Annuity contracts are financial arrangements that can convert a pot of cash into a stream of income payments.

U.S. life insurers design many annuity contracts as vehicles for accumulating assets. The focus in the design of these products is more on helping the holder accumulate assets inside of an annuity than in generating income.

An income annuity contract is an annuity designed to produce income.

Some consumers who have retired and need spending money may simply withdraw cash from a bare investment portfolio or accumulation-oriented annuity.

Other consumers who need income use their retirement savings to make one big payment for a single-premium immediate annuity.

A SPIA is an annuity contract designed in such a way that it can convert one large lump-sum payment into an income stream that can last a lifetime.

De Jong and Robinson

Jack De Jong is on the faculty of Seattle Pacific University.

Robinson is a financial advisor based in Honolulu and the co-founder of Nest Egg Guru, a product that financial advisors can use to help clients test savings and spending strategies.

De Jong and Robinson have presented their paper as a response to papers by researchers, such as David Blanchett and Michael Finke, who have suggested that retirees should be making more use of SPIAs to maximize retirement spending capacity and retirement nest egg security.

Longevity Protection

De Jong and Robinson present an exhibit illustrating the performance of annuity mortality credits under a wide range of market conditions.

They say the exhibit shows that, in their simulations, mortality credits help only retirees who live well into their 90s.

“The internal rates of return from annuitization for all four of our real-world SPIAs do not turn positive until our 65-year-old purchasers approach age 90 or later (25-plus years),” the analysts write.

“Although retirement researchers frequently cite mortality credits as a reason for investors to consider SPIAs as a substitute for individual bond portfolios, our results suggest that the actuarial value of mortality credits in retail immediate annuities — at least for retirees in their 60s — may be significantly offset by the issuing insurance companies’ administrative and distribution costs and profit motive,” the analysts add.

The analysts say earlier research has shown that retirees tend to value spending in the earlier years of retirement more than in the later years.

Government program safety nets and “buffer assets” held outside the investment portfolio may reduce the risk that portfolio depletion later in retirement will cause serious problems, the analysts contend.

Market Risk Management

The heart of the new De Jong-Robinson paper is a collection of exhibits showing how a SPIA contract might perform, for a 65-year-old single investor or couple with $1 million in assets, over 30 years, when compared with various portfolios of stock, bonds and cash, in a variety of market scenarios.

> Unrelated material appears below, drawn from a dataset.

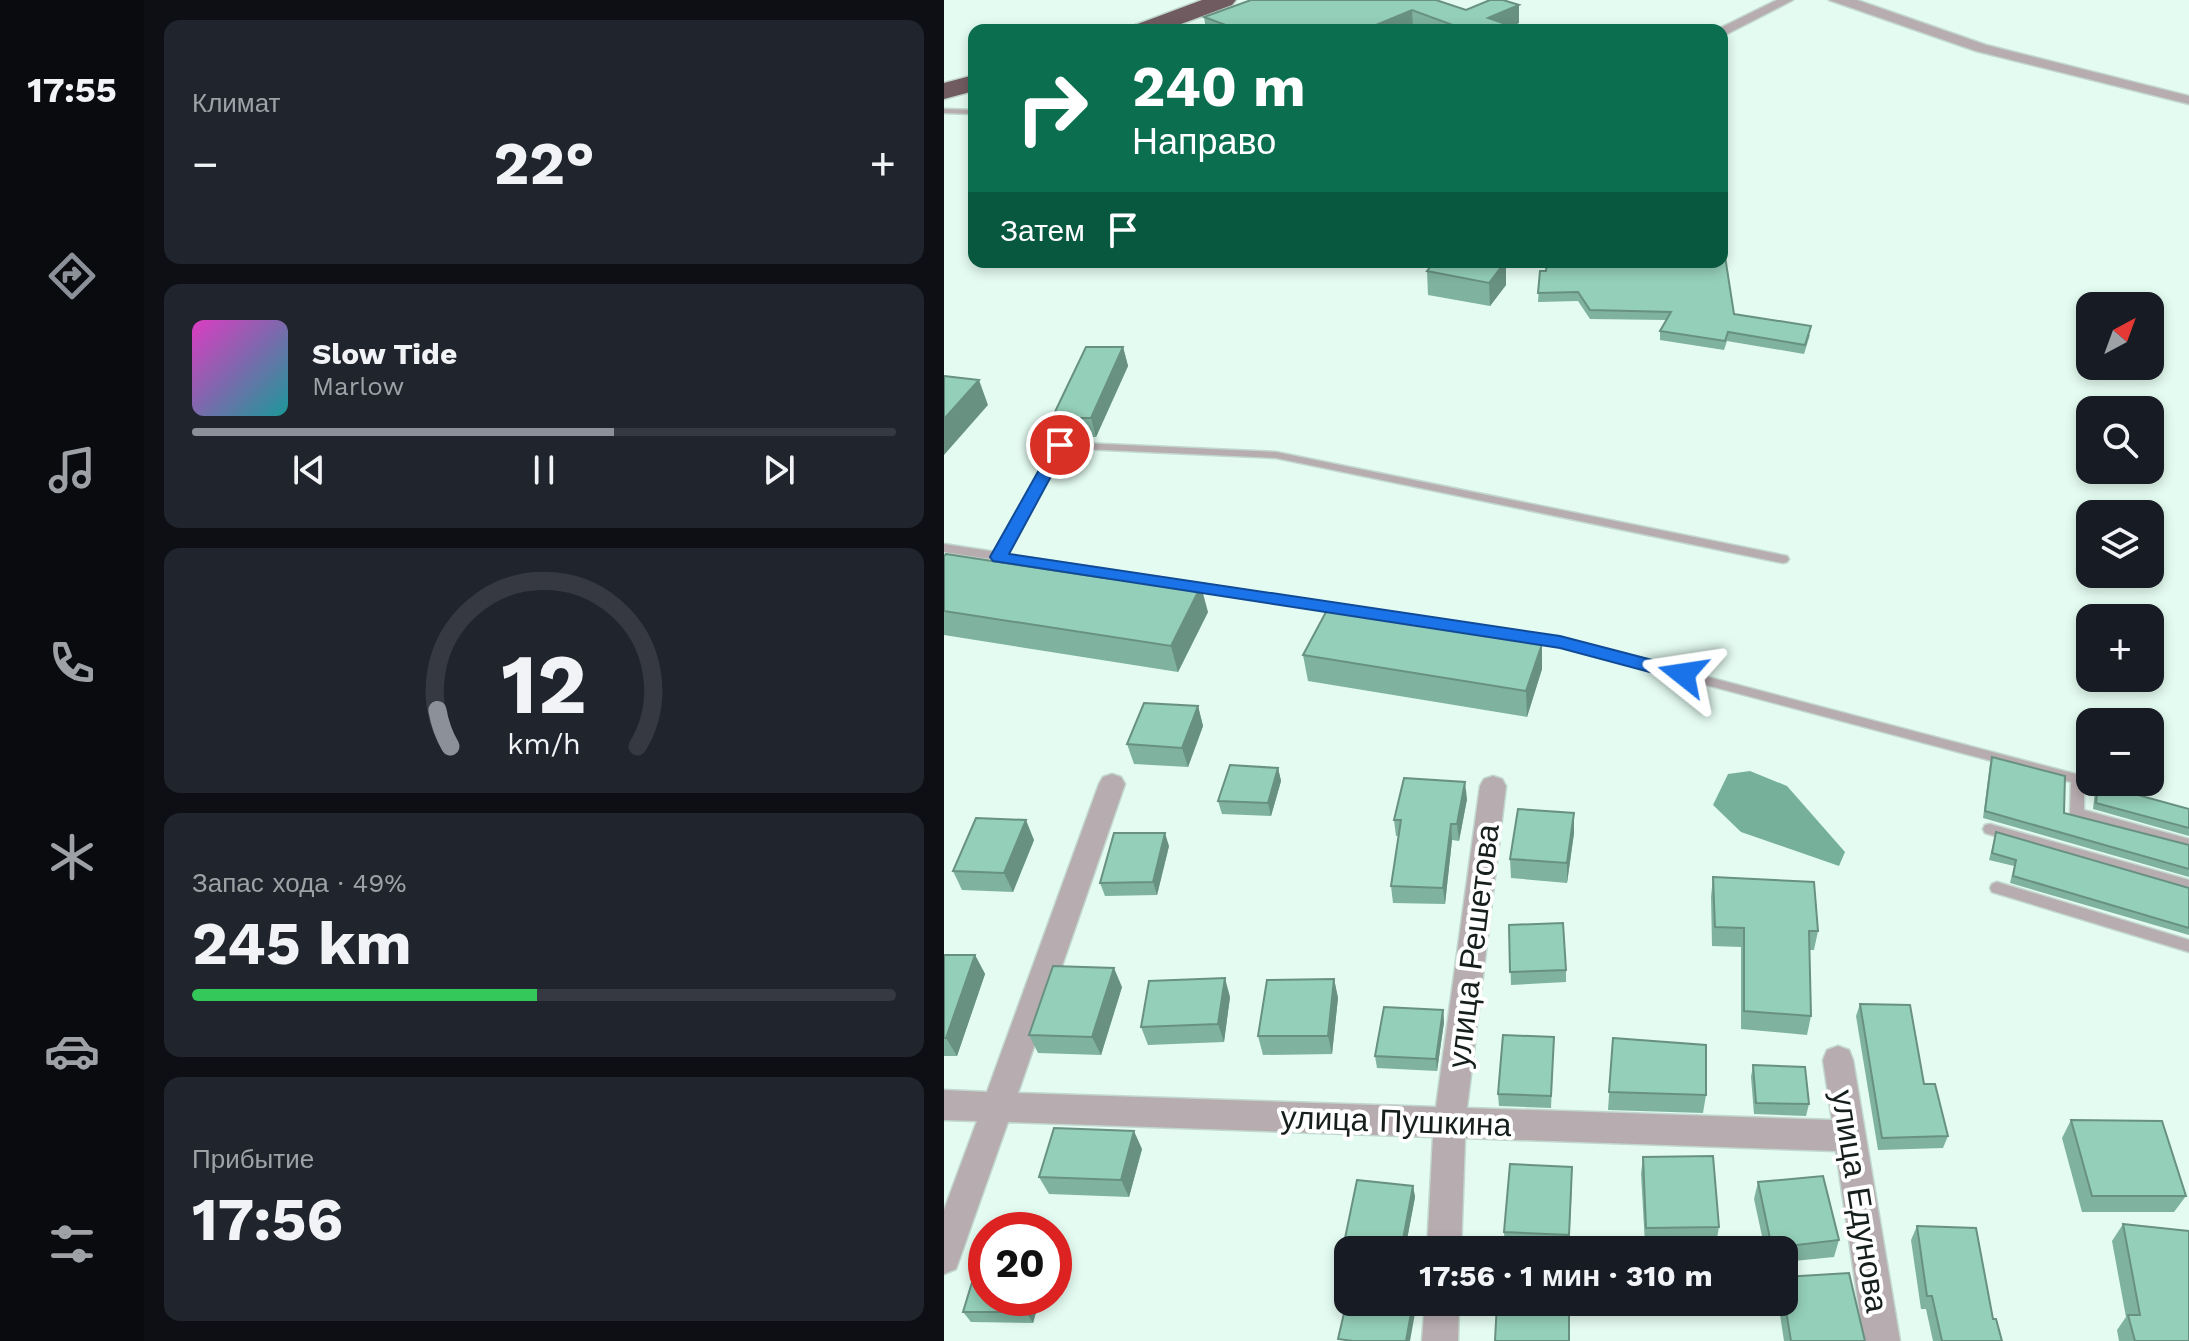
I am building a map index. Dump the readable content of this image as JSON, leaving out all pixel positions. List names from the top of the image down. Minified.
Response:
{"streets":{"street":["улица Решетова","улица Пушкина","улица Едунова"]},"crossings":[["улица Решетова","улица Пушкина"],["улица Пушкина","улица Едунова"]],"north":"top right","page":{"tabs":"17:55","tile":["Климат",["Запас хода · 49%","245 km"],["Прибытие","17:56"]],"turn":["240 m","Направо"],"heat":["−","22°","+"],"then":"Затем","map_buttons":["+","−"],"song":["Slow Tide","Marlow"],"limit":"20","trip":"17:56 · 1 мин · 310 m","gauge":["12","km/h"]}}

The authors also include an exhibit showing what might happen if the retirement savers replaced the cash and bonds in their portfolios with SPIAs.

The authors assume that initial withdrawals and fees could amount to 3%, 4% or 5% of the asset total.

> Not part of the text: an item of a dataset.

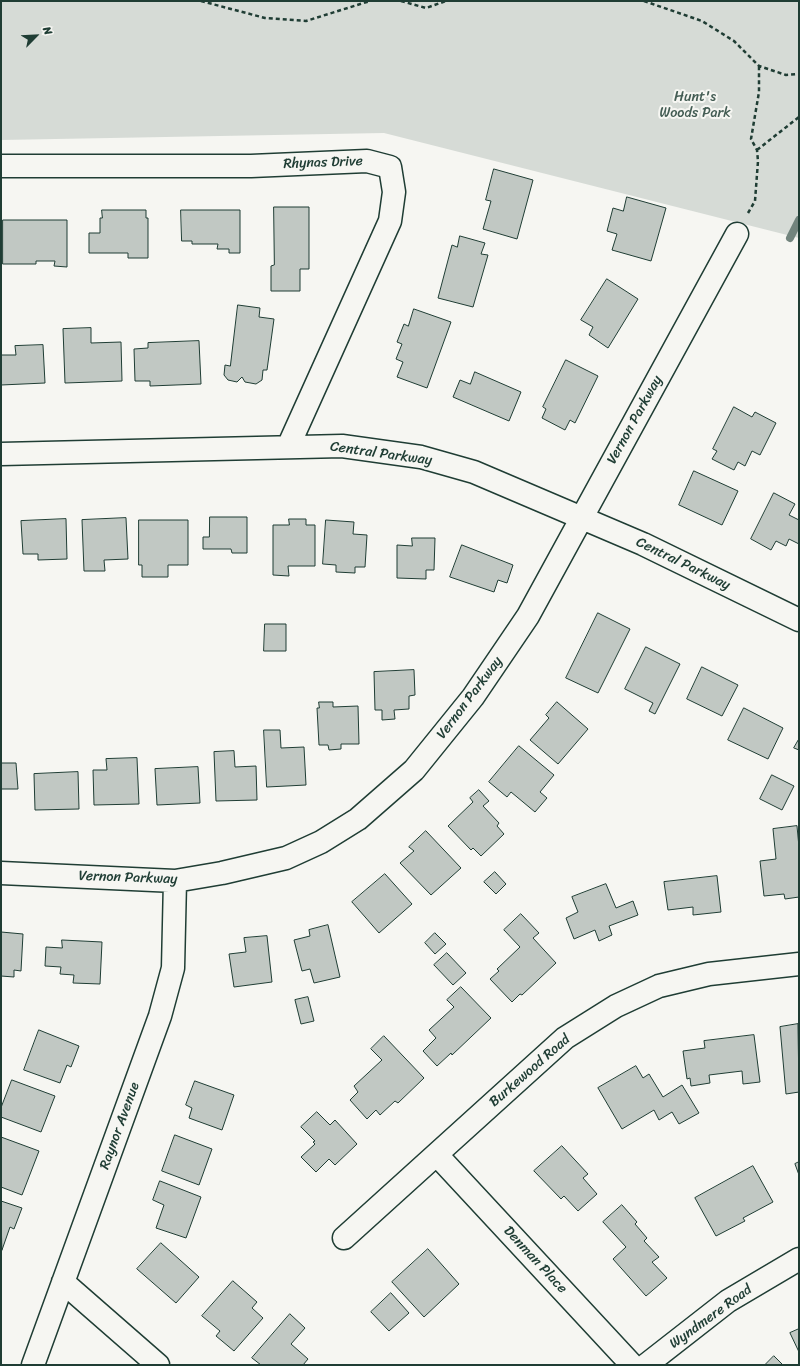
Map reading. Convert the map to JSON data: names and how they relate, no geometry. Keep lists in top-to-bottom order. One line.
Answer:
{"streets":{"street":["Rhynas Drive","Vernon Parkway","Central Parkway","Burkewood Road","Raynor Avenue","Denman Place","Wyndmere Road"]},"crossings":[["Rhynas Drive","Central Parkway"],["Vernon Parkway","Central Parkway"],["Vernon Parkway","Raynor Avenue"],["Burkewood Road","Denman Place"]],"parks":["Hunt's Woods Park"],"north":"top right"}
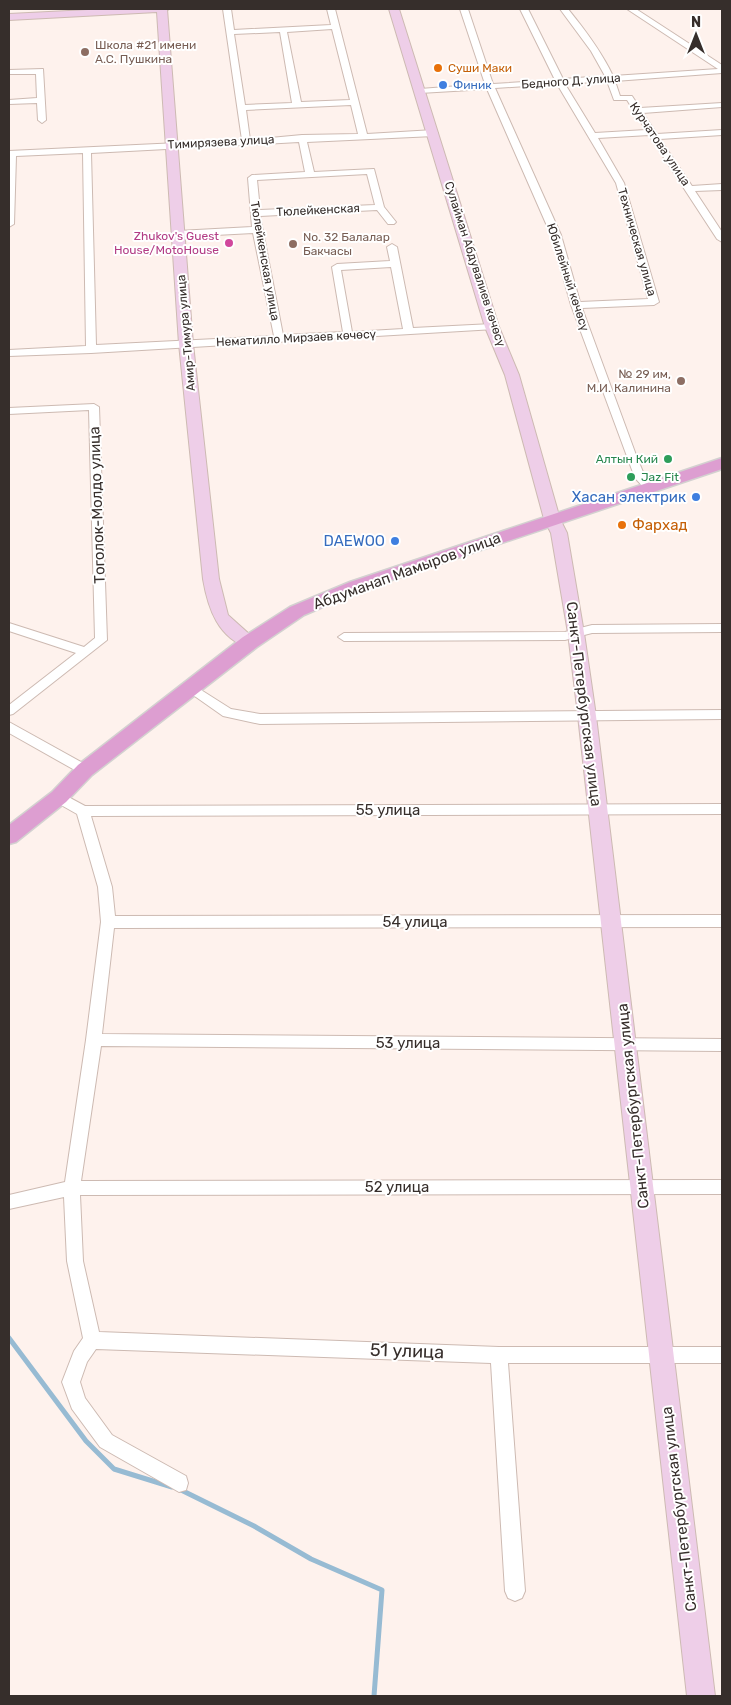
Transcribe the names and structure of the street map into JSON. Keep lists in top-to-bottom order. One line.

The authors used a figure equal to cash distributions plus the remaining balance as their performance measure.

In most of the investment-performance-based exhibits, in a large majority of the scenarios, retirees who put all of their assets stock or stock funds generated the best results.

In the typical market scenarios, holders with all of their assets in stocks and stock funds ended up with a total of $4 million to $7 million in cash distributions and balances.

But, in the exhibits based on investment performance, in the worst 1% of market scenarios, savers who had SPIAs beat the retirees without SPIAs. They ended up with totals for cash distributions and balances ranging from $1 million to $2 million.

In most of the exhibits, SPIA holders beat the other retirees in 10% of the market scenarios.

In some exhibits, SPIA holders beat investors without SPIAs, and just 60% of assets held in stocks or stock funds, in 20% of the market scenarios.

Clarification: The authors note that they see the market scenarios produced by their simulation system as illustrations of possible market conditions, not as predictions or indications of how likely the scenarios in the simulations are to occur.